On Fri, Jan 18, 2019 at 10:16:38AM +0000, Daniel P. Berrangé wrote:
On Fri, Jan 18, 2019 at 10:39:35AM +0100, Erik Skultety wrote:
> Hi,
> this is a summary of a private discussion I've had with guys CC'd on this
email
> about finding a solution to [1] - basically, the default permissions on
> /dev/sev (below) make it impossible to query for SEV platform capabilities,
> since by default we run QEMU as qemu:qemu when probing for capabilities. It's
> worth noting is that this is only relevant to probing, since for a proper QEMU
> VM we create a mount namespace for the process and chown all the nodes (needs a
> SEV fix though).
>
> # ll /dev/sev
> crw-------. 1 root root
>
> I suggested either force running QEMU as root for probing (despite the obvious
> security implications) or using namespaces for probing too.
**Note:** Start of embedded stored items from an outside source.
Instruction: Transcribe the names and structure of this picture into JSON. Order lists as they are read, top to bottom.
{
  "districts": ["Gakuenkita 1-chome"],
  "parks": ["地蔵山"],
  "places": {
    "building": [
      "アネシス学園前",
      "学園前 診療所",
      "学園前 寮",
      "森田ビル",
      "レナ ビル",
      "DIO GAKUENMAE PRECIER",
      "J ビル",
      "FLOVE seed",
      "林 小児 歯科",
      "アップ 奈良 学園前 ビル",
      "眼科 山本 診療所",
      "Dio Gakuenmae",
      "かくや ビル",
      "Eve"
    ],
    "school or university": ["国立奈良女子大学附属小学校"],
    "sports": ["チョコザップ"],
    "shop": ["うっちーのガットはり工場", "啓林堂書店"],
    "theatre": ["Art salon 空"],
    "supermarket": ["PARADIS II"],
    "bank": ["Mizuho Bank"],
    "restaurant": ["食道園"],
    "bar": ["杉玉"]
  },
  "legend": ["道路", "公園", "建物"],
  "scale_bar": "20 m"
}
Dan argued that
> this would have a significant perf impact and suggested we ask systemd to add a
> global udev rule.
I've just realized there is a potential 3rd solution. Remember there is
actually nothing inherantly special about the 'root' user as an account
ID. 'root' gains its powers from the fact that it has many capabilities
by default. 'qemu' can't access /dev/sev because it is owned by a
different user (happens to be root) and 'qemu' does not have capabilities.
So we can make probing work by using our capabilities code to grant
CAP_DAC_OVERRIDE to the qemu process we spawn. So probing still runs
as 'qemu', but can none the less access /dev/sev while it is owned
by root. We were not using 'qemu' for sake of security, as the probing
process is not executing any untrusthworthy code, so we don't loose any
security protection by granting CAP_DAC_OVERRIDE.
Truth to be told, I was playing with the idea of using CAP_ capabilities,
however, because I'm paranoid (maybe too much) I took your comment "malicious
QEMU" as an axiom for the process not be trusted *at all*, regardless of what
it's doing, I decided to ditch the idea, because with CAP_DAC_OVERRIDE, you're
essentially giving QEMU an open ticket to any file on the filesystem (okay, not
any and not always because QEMU executed by system libvirt will be confined so
SElinux will still be our guardian angel).
[...]
>
> So, in conclusion, we absolutely need input from Brijesh (AMD) whether there
> was something more than the low limit on number of guests behind the default
> permissions. Also, we'd like to get some details on how the limit is managed,
> helping to assess the approaches mentioned above.
Regardless of this problem, I think it is important to have some docs
in either libvirt or QEMU that describe the resource usage constraints
so that management apps can decide how to best take advantage of SEV.
Agreed. In the meantime, I'll start working on adding /dev/sev into the
namespace only for SEV-enabled guests.
Thanks,
Erik